Every line in the records below between the one holding "257px,9px 275px,23px 269px,35px" and the one holding "664px,478px 664px,478px 699px,494px", inclusive, is to be set down exactly; all other lines are to be left out.

Collected data entries:
Content starts

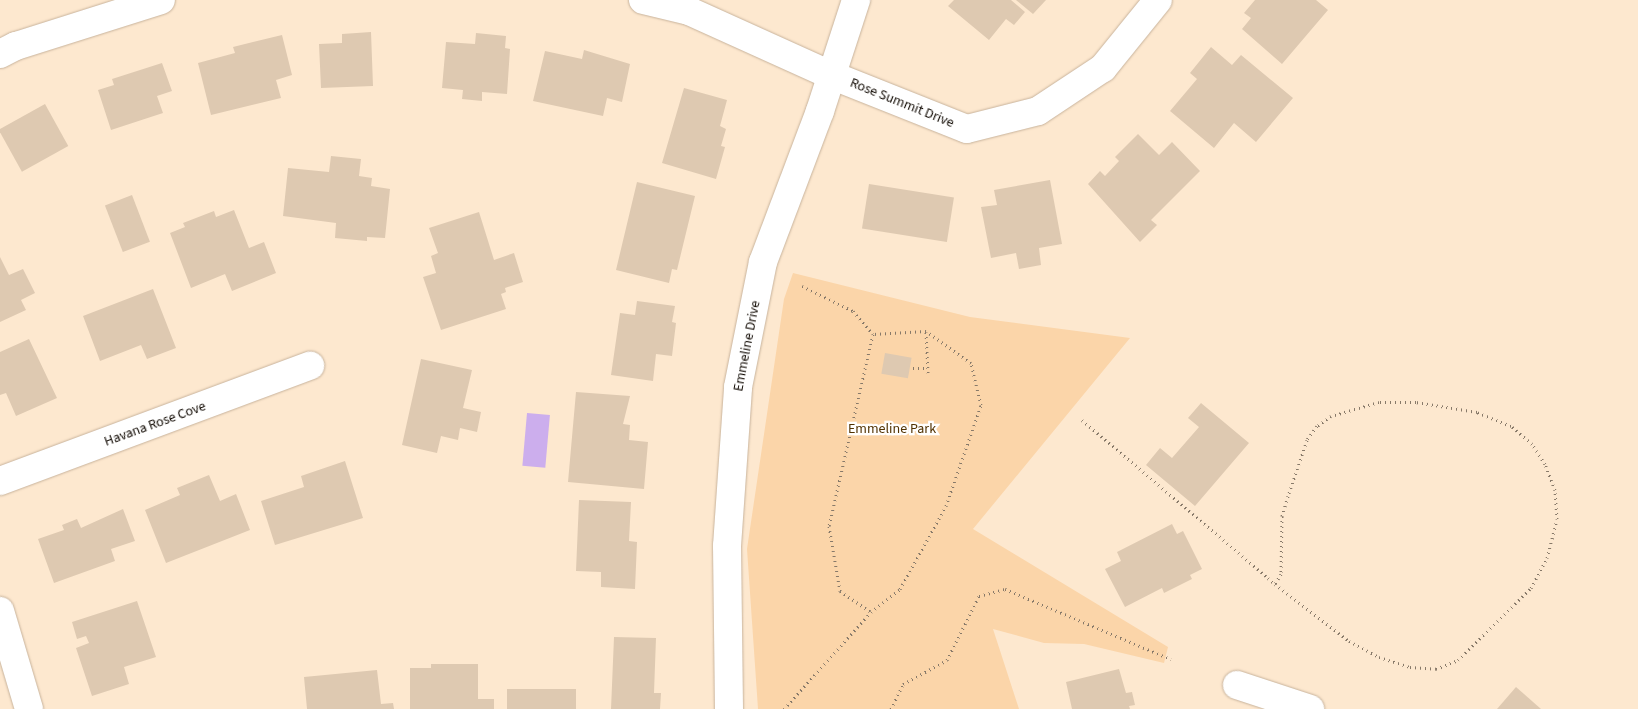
<!DOCTYPE html>
<html>
<head>
<meta charset="utf-8">
<style>
  body { margin:0 }
  #map { position:relative; width:1638px; height:709px; overflow:hidden; background:#fde8cf; font-family:"Source Sans 3",sans-serif }
  div>[style] { position:absolute }
  [style*='--x'] { left:calc(var(--x)*1px); top:calc(var(--y)*1px); width:calc(var(--w)*1px); rotate:calc(var(--a)*1deg) }
  .green>* { inset:0; background:#fbd5a9 }
  .water>* { inset:0; background:#ccaeed; transform-origin:0 0 }
  .building>* { inset:0; background:#dec9b1; transform-origin:0 0 }
  .path>* { height:3px; margin-top:-1.5px; transform-origin:0; background:repeating-linear-gradient(90deg,#877969 0 1px,transparent 0 5px) }
  .roads { filter:drop-shadow(0 0 1px #c8b39c) drop-shadow(0 0 1px #c8b39c) }
  .minor>* { height:28px; margin:-14px; padding:0 14px; transform-origin:14px; border-radius:14px; background:#fff }
  .tertiary>* { height:28px; margin:-14px; padding:0 14px; transform-origin:14px; border-radius:14px; background:#fff }
  span { translate:-50% -50%; white-space:nowrap; text-align:center; line-height:1.15; -webkit-text-stroke:4.5px #fff; paint-order:stroke }
  .street-label { font-size:14px; color:#120b04 }
  .park-label { font-size:14px; color:#513202 }
</style>
</head>
<body>
<div id="map">
  <div class="green">
    <i style="clip-path:polygon(793px 273px,970px 317px,1130px 338px,973px 529px,1168px 647px,1164px 663px,1084px 644px,1044px 643px,993px 629px,1019px 709px,758px 709px,747px 549px,784px 299px)"></i>
  </div>
  <div class="water">
    <i style="left:527px;top:413px;width:23px;height:53px;rotate:5deg"></i>
  </div>
  <div class="building">
    <i style="clip-path:polygon(954px 0,1011px 0,1025px 12px,1014px 25px,1006px 19px,989px 40px,948px 6px)"></i>
    <i style="clip-path:polygon(1016px 0,1046px 0,1033px 14px)"></i>
    <i style="clip-path:polygon(1255px 0,1316px 0,1328px 10px,1282px 64px,1242px 29px,1251px 18px,1244px 13px)"></i>
    <i style="clip-path:polygon(371px 32px,373px 86px,321px 88px,319px 44px,342px 43px,342px 34px)"></i>
    <i style="clip-path:polygon(476px 33px,506px 36px,505px 48px,510px 49px,507px 94px,482px 92px,482px 101px,462px 99px,463px 90px,442px 88px,446px 42px,475px 44px)"></i>
    <i style="clip-path:polygon(282px 35px,292px 75px,276px 80px,281px 98px,211px 115px,198px 63px,235px 53px,233px 47px)"></i>
    <i style="clip-path:polygon(1211px 47px,1232px 65px,1241px 55px,1293px 98px,1256px 142px,1234px 123px,1214px 148px,1170px 111px,1197px 79px,1190px 73px)"></i>
    <i style="clip-path:polygon(584px 50px,630px 64px,622px 102px,607px 98px,603px 116px,533px 101px,545px 51px,582px 59px)"></i>
    <i style="clip-path:polygon(162px 63px,172px 91px,157px 96px,163px 113px,111px 130px,98px 90px,114px 85px,112px 79px)"></i>
    <i style="clip-path:polygon(684px 88px,727px 100px,720px 126px,726px 129px,721px 146px,725px 147px,716px 179px,662px 163px)"></i>
    <i style="left:45px;top:104px;width:48px;height:53px;rotate:61deg"></i>
    <i style="clip-path:polygon(1138px 134px,1159px 155px,1172px 142px,1200px 171px,1151px 220px,1157px 225px,1140px 242px,1088px 184px,1100px 171px,1105px 176px,1119px 161px,1115px 157px)"></i>
    <i style="clip-path:polygon(331px 156px,361px 159px,359px 176px,372px 178px,371px 186px,390px 189px,385px 238px,367px 237px,367px 241px,335px 238px,336px 223px,283px 216px,288px 168px,329px 172px)"></i>
    <i style="clip-path:polygon(1050px 180px,1062px 244px,1039px 248px,1041px 265px,1019px 269px,1016px 253px,991px 258px,981px 207px,997px 205px,994px 190px)"></i>
    <i style="clip-path:polygon(637px 182px,695px 196px,677px 270px,672px 269px,669px 283px,616px 270px)"></i>
    <i style="left:869px;top:184px;width:86px;height:45px;rotate:9deg"></i>
    <i style="left:132px;top:195px;width:50px;height:29px;rotate:69deg"></i>
    <i style="clip-path:polygon(234px 210px,249px 248px,264px 242px,276px 273px,232px 291px,225px 274px,191px 288px,170px 233px,185px 227px,183px 223px,214px 211px,216px 217px)"></i>
    <i style="clip-path:polygon(479px 212px,494px 260px,514px 253px,523px 282px,505px 288px,506px 292px,501px 294px,506px 309px,441px 330px,423px 277px,436px 273px,431px 256px,438px 253px,429px 228px)"></i>
    <i style="clip-path:polygon(0 257px,9px 275px,23px 269px,35px 293px,21px 300px,26px 310px,0 322px)"></i>
    <i style="clip-path:polygon(153px 289px,176px 348px,147px 359px,141px 345px,100px 361px,83px 316px)"></i>
    <i style="clip-path:polygon(637px 301px,675px 306px,672px 322px,676px 323px,672px 356px,656px 354px,653px 381px,611px 375px,620px 313px,635px 315px)"></i>
    <i style="clip-path:polygon(29px 339px,57px 398px,16px 416px,6px 393px,0 395px,0 352px)"></i>
    <i style="left:885px;top:353px;width:27px;height:21px;rotate:10deg"></i>
    <i style="clip-path:polygon(421px 359px,472px 370px,463px 408px,481px 412px,477px 432px,460px 428px,458px 440px,441px 436px,437px 453px,402px 445px)"></i>
    <i style="clip-path:polygon(576px 392px,630px 396px,623px 424px,630px 425px,629px 440px,648px 442px,644px 489px,568px 482px)"></i>
    <i style="clip-path:polygon(1201px 403px,1249px 443px,1195px 506px,1146px 465px,1160px 448px,1172px 458px,1199px 427px,1188px 418px)"></i>
    <i style="clip-path:polygon(345px 461px,363px 518px,275px 545px,261px 501px,304px 487px,301px 476px)"></i>
    <i style="clip-path:polygon(209px 475px,220px 501px,236px 494px,250px 530px,166px 563px,145px 510px,180px 495px,177px 488px)"></i>
    <i style="clip-path:polygon(579px 500px,631px 502px,629px 541px,637px 542px,635px 589px,601px 587px,601px 572px,576px 571px)"></i>
    <i style="clip-path:polygon(123px 509px,135px 541px,111px 549px,115px 561px,54px 583px,38px 539px,64px 530px,62px 525px,77px 519px,81px 528px)"></i>
    <i style="clip-path:polygon(1172px 524px,1177px 534px,1183px 531px,1202px 569px,1190px 575px,1192px 579px,1164px 593px,1162px 588px,1125px 607px,1105px 569px,1121px 561px,1117px 552px)"></i>
    <i style="clip-path:polygon(137px 601px,156px 657px,124px 667px,129px 684px,92px 696px,76px 648px,89px 643px,86px 636px,77px 639px,72px 622px)"></i>
    <i style="clip-path:polygon(614px 637px,656px 638px,654px 693px,661px 693px,660px 709px,611px 709px)"></i>
    <i style="clip-path:polygon(431px 664px,478px 664px,478px 699px,494px 699px,494px 709px,410px 709px,410px 668px,431px 668px)"></i>
    <i style="clip-path:polygon(1119px 669px,1126px 693px,1132px 692px,1135px 705px,1129px 706px,1130px 709px,1072px 709px,1066px 682px)"></i>
    <i style="clip-path:polygon(377px 670px,381px 704px,393px 703px,394px 709px,307px 709px,304px 677px)"></i>
    <i style="clip-path:polygon(1516px 687px,1541px 709px,1497px 709px)"></i>
    <i style="left:576px;top:689px;width:20px;height:69px;rotate:90deg"></i>
  </div>
  <div class="path">
    <i style="--x:802;--y:286;--w:57;--a:26.1"></i>
    <i style="--x:853;--y:311;--w:30;--a:49"></i>
    <i style="--x:873;--y:334;--w:197;--a:102.9"></i>
    <i style="--x:829;--y:526;--w:66;--a:80.4"></i>
    <i style="--x:840;--y:591;--w:37;--a:34"></i>
    <i style="--x:926;--y:332;--w:41;--a:87.2"></i>
    <i style="--x:913;--y:368;--w:15;--a:0"></i>
    <i style="--x:1082;--y:420;--w:244;--a:40.3"></i>
    <i style="--x:1268;--y:578;--w:9;--a:41"></i>
    <i style="--x:1275;--y:584;--w:93;--a:37.6"></i>
    <i style="--x:1349;--y:641;--w:34;--a:28"></i>
    <i style="--x:1379;--y:657;--w:33;--a:18"></i>
    <i style="--x:1410;--y:667;--w:26;--a:4"></i>
    <i style="--x:1436;--y:669;--w:24;--a:-22"></i>
    <i style="--x:1458;--y:660;--w:103;--a:-44.6"></i>
    <i style="--x:1531;--y:588;--w:34;--a:-62"></i>
    <i style="--x:1547;--y:558;--w:40;--a:-75.6"></i>
    <i style="--x:1557;--y:519;--w:29;--a:-94"></i>
    <i style="--x:1555;--y:490;--w:28;--a:-111"></i>
    <i style="--x:1545;--y:464;--w:24;--a:-123"></i>
    <i style="--x:1532;--y:444;--w:28;--a:-139"></i>
    <i style="--x:1511;--y:426;--w:37;--a:-158"></i>
    <i style="--x:1477;--y:412;--w:62;--a:-170.7"></i>
    <i style="--x:1416;--y:402;--w:37;--a:180"></i>
    <i style="--x:1379;--y:402;--w:50;--a:163.7"></i>
    <i style="--x:1331;--y:416;--w:17;--a:144"></i>
    <i style="--x:1317;--y:426;--w:17;--a:126"></i>
    <i style="--x:1307;--y:440;--w:59;--a:108.7"></i>
    <i style="--x:1288;--y:496;--w:21;--a:107"></i>
    <i style="--x:1282;--y:516;--w:58;--a:91"></i>
    <i style="--x:1281;--y:574;--w:12;--a:121"></i>
    <i style="--x:784;--y:709;--w:130;--a:-48.1"></i>
    <i style="--x:871;--y:612;--w:37;--a:-38"></i>
    <i style="--x:900;--y:589;--w:95;--a:-61"></i>
    <i style="--x:946;--y:506;--w:107;--a:-70.9"></i>
    <i style="--x:981;--y:405;--w:43;--a:-103.4"></i>
    <i style="--x:971;--y:363;--w:55;--a:-144.6"></i>
    <i style="--x:926;--y:331;--w:53;--a:176.8"></i>
    <i style="--x:891;--y:709;--w:28;--a:-64"></i>
    <i style="--x:903;--y:684;--w:50;--a:-28.6"></i>
    <i style="--x:947;--y:660;--w:72;--a:-63.4"></i>
    <i style="--x:979;--y:596;--w:27;--a:-15"></i>
    <i style="--x:1005;--y:589;--w:180;--a:22.9"></i>
  </div>
  <div class="roads">
    <div class="minor">
      <i style="--x:643;--y:0;--w:47;--a:13.4"></i>
      <i style="--x:689;--y:11;--w:156;--a:24.3"></i>
      <i style="--x:831;--y:75;--w:146;--a:21.7"></i>
      <i style="--x:967;--y:129;--w:73;--a:-14.2"></i>
      <i style="--x:1038;--y:111;--w:78;--a:-33.5"></i>
      <i style="--x:1103;--y:68;--w:87;--a:-51"></i>
      <i style="--x:0;--y:54;--w:18;--a:-27"></i>
      <i style="--x:16;--y:46;--w:152;--a:-17.6"></i>
      <i style="--x:0;--y:481;--w:331;--a:-20.4"></i>
      <i style="--x:0;--y:611;--w:102;--a:73.5"></i>
      <i style="--x:1237;--y:685;--w:77;--a:18.2"></i>
    </div>
    <div class="tertiary">
      <i style="--x:729;--y:709;--w:163;--a:-90.7"></i>
      <i style="--x:727;--y:546;--w:159;--a:-86"></i>
      <i style="--x:738;--y:387;--w:127;--a:-78.7"></i>
      <i style="--x:763;--y:262;--w:161;--a:-69.3"></i>
      <i style="--x:820;--y:111;--w:117;--a:-72"></i>
    </div>
  </div>
  <div class="street-label">
    <span style="left:902px;top:103px;rotate:22deg">Rose Summit Drive</span>
    <span style="left:747px;top:346px;rotate:-79deg">Emmeline Drive</span>
    <span style="left:155px;top:424px;rotate:-20deg">Havana Rose Cove</span>
  </div>
  <div class="park-label">
    <span style="left:892px;top:429px">Emmeline Park</span>
  </div>
</div>
</body>
</html>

Content ends

● Result
    <i style="clip-path:polygon(0 257px,9px 275px,23px 269px,35px 293px,21px 300px,26px 310px,0 322px)"></i>
    <i style="clip-path:polygon(153px 289px,176px 348px,147px 359px,141px 345px,100px 361px,83px 316px)"></i>
    <i style="clip-path:polygon(637px 301px,675px 306px,672px 322px,676px 323px,672px 356px,656px 354px,653px 381px,611px 375px,620px 313px,635px 315px)"></i>
    <i style="clip-path:polygon(29px 339px,57px 398px,16px 416px,6px 393px,0 395px,0 352px)"></i>
    <i style="left:885px;top:353px;width:27px;height:21px;rotate:10deg"></i>
    <i style="clip-path:polygon(421px 359px,472px 370px,463px 408px,481px 412px,477px 432px,460px 428px,458px 440px,441px 436px,437px 453px,402px 445px)"></i>
    <i style="clip-path:polygon(576px 392px,630px 396px,623px 424px,630px 425px,629px 440px,648px 442px,644px 489px,568px 482px)"></i>
    <i style="clip-path:polygon(1201px 403px,1249px 443px,1195px 506px,1146px 465px,1160px 448px,1172px 458px,1199px 427px,1188px 418px)"></i>
    <i style="clip-path:polygon(345px 461px,363px 518px,275px 545px,261px 501px,304px 487px,301px 476px)"></i>
    <i style="clip-path:polygon(209px 475px,220px 501px,236px 494px,250px 530px,166px 563px,145px 510px,180px 495px,177px 488px)"></i>
    <i style="clip-path:polygon(579px 500px,631px 502px,629px 541px,637px 542px,635px 589px,601px 587px,601px 572px,576px 571px)"></i>
    <i style="clip-path:polygon(123px 509px,135px 541px,111px 549px,115px 561px,54px 583px,38px 539px,64px 530px,62px 525px,77px 519px,81px 528px)"></i>
    <i style="clip-path:polygon(1172px 524px,1177px 534px,1183px 531px,1202px 569px,1190px 575px,1192px 579px,1164px 593px,1162px 588px,1125px 607px,1105px 569px,1121px 561px,1117px 552px)"></i>
    <i style="clip-path:polygon(137px 601px,156px 657px,124px 667px,129px 684px,92px 696px,76px 648px,89px 643px,86px 636px,77px 639px,72px 622px)"></i>
    <i style="clip-path:polygon(614px 637px,656px 638px,654px 693px,661px 693px,660px 709px,611px 709px)"></i>
    <i style="clip-path:polygon(431px 664px,478px 664px,478px 699px,494px 699px,494px 709px,410px 709px,410px 668px,431px 668px)"></i>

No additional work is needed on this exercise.